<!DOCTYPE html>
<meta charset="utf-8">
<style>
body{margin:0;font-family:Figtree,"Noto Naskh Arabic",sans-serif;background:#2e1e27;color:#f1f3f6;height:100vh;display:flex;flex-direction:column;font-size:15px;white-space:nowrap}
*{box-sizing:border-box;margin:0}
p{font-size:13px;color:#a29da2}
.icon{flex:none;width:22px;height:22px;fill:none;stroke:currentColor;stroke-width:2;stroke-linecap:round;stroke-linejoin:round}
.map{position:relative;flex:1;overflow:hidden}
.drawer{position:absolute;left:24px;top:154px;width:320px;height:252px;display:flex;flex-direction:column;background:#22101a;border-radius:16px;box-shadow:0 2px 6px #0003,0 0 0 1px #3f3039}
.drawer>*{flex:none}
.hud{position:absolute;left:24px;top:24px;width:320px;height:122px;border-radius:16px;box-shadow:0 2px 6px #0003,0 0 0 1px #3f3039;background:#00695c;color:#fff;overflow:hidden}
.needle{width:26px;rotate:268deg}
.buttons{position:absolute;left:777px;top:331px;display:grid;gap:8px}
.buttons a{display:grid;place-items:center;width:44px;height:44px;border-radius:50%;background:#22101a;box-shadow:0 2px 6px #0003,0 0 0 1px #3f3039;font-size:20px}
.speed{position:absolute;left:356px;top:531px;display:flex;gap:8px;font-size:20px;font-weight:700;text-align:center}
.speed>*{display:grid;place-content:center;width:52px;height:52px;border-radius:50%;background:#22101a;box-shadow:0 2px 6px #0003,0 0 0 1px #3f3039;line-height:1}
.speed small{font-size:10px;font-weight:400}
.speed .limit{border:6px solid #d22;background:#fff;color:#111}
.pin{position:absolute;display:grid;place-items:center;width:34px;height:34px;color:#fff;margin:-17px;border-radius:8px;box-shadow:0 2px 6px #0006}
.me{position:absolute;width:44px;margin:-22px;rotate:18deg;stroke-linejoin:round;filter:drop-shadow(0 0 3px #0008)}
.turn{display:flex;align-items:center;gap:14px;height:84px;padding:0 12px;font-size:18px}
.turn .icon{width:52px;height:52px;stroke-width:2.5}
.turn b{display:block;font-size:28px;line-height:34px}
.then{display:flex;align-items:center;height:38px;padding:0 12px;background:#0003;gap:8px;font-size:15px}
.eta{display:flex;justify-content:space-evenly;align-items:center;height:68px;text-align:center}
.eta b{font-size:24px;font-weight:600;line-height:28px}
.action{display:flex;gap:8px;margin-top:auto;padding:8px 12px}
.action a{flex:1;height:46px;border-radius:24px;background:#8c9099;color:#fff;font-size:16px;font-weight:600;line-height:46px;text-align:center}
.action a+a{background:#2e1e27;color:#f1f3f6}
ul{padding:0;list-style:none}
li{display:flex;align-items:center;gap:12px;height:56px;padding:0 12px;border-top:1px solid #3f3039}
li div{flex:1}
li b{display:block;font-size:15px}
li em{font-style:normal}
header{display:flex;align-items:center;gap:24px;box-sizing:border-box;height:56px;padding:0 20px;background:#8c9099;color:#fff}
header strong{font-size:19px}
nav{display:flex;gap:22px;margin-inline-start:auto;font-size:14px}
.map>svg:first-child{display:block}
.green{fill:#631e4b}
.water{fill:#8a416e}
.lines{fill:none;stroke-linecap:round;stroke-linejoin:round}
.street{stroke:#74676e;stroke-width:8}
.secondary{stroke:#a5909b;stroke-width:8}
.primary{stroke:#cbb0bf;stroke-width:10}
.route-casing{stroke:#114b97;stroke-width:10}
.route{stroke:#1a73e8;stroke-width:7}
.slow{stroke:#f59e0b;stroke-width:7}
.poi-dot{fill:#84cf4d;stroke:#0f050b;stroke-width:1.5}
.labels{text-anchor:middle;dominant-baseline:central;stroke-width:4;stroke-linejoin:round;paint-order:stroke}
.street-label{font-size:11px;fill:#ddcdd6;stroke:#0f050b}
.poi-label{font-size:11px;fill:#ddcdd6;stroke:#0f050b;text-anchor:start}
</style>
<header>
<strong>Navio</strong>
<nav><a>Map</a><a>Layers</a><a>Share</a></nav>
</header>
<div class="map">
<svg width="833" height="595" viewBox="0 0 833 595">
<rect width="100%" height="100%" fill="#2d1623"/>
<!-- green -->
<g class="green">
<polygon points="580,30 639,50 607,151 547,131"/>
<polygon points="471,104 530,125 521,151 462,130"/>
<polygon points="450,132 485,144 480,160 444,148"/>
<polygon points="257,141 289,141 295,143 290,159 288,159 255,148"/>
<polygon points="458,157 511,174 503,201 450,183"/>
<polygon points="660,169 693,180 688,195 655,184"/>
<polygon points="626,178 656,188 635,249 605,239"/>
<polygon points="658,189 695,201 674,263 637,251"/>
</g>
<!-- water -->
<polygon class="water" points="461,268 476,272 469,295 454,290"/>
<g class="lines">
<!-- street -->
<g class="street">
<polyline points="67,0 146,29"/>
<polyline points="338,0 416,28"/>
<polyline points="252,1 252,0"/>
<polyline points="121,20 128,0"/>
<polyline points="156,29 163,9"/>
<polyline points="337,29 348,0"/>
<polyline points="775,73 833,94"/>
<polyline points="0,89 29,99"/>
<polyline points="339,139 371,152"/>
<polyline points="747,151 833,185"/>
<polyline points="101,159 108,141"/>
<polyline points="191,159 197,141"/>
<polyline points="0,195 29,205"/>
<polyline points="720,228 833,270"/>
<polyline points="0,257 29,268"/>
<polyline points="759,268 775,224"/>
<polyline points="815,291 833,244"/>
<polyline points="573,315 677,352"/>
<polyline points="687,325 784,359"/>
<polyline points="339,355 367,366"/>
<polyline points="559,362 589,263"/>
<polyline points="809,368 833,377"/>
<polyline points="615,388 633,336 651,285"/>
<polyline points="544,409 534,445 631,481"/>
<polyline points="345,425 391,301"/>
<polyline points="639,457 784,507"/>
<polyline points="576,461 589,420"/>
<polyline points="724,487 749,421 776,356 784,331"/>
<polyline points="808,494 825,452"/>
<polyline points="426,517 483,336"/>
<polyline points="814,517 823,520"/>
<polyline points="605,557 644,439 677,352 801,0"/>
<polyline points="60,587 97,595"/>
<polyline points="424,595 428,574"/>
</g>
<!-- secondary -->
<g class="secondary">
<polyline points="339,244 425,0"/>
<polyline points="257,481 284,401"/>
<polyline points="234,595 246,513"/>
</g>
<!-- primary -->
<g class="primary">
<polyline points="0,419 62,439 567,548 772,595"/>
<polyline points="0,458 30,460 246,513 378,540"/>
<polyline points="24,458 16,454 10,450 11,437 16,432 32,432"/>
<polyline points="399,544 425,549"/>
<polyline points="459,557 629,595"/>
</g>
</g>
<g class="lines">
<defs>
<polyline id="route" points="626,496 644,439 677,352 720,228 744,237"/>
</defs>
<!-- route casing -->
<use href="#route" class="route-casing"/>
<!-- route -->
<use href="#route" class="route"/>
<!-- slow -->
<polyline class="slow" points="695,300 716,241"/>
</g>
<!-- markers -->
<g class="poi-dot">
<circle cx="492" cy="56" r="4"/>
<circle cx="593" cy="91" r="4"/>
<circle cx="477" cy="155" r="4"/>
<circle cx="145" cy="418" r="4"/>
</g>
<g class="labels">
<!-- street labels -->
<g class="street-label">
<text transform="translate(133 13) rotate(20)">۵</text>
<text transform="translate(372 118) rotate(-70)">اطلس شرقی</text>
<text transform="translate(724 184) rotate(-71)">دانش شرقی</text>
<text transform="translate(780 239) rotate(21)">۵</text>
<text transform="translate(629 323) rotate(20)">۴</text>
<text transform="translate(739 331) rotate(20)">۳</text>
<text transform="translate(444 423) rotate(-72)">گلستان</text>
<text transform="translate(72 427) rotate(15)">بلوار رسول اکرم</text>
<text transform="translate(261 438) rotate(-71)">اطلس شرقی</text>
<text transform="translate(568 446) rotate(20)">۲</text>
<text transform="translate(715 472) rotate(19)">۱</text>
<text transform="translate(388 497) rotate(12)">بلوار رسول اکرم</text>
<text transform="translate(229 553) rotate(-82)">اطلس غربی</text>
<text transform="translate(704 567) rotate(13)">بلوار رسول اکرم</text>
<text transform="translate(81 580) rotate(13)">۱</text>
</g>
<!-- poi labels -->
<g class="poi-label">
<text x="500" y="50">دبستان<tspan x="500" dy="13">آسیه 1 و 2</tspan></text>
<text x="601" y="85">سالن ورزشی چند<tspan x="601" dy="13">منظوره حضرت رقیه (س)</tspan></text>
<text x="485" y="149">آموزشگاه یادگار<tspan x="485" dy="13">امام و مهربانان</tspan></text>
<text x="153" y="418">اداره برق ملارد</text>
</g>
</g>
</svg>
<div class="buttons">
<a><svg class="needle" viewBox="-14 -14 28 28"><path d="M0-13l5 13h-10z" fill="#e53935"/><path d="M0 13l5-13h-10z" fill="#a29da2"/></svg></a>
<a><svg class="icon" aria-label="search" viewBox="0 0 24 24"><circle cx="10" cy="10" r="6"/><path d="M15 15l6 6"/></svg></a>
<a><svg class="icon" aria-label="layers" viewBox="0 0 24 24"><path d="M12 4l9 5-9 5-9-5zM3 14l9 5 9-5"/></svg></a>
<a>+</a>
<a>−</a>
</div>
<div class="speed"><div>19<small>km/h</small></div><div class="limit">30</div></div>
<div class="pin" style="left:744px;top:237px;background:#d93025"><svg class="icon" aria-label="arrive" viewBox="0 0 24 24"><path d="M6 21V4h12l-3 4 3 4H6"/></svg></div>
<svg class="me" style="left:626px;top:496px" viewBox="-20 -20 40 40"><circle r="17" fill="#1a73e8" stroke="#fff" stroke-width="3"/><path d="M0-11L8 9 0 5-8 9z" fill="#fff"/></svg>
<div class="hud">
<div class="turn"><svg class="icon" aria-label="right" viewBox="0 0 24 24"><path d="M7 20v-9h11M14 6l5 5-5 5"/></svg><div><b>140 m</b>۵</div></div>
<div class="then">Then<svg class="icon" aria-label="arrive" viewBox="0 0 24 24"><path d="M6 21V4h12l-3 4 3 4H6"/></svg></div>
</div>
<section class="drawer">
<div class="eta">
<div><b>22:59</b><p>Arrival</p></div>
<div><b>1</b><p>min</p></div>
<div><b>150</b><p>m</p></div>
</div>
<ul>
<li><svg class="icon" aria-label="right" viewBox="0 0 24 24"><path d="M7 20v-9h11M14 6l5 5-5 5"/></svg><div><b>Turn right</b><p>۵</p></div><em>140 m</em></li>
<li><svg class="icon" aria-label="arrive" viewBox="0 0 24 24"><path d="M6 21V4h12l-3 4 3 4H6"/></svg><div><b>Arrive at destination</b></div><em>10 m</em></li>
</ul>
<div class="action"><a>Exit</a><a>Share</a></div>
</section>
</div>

========

Requirement: Check each line of the data for "limit". Copy the lines where it turns up.

Result for this exercise:
.speed .limit{border:6px solid #d22;background:#fff;color:#111}
<div class="speed"><div>19<small>km/h</small></div><div class="limit">30</div></div>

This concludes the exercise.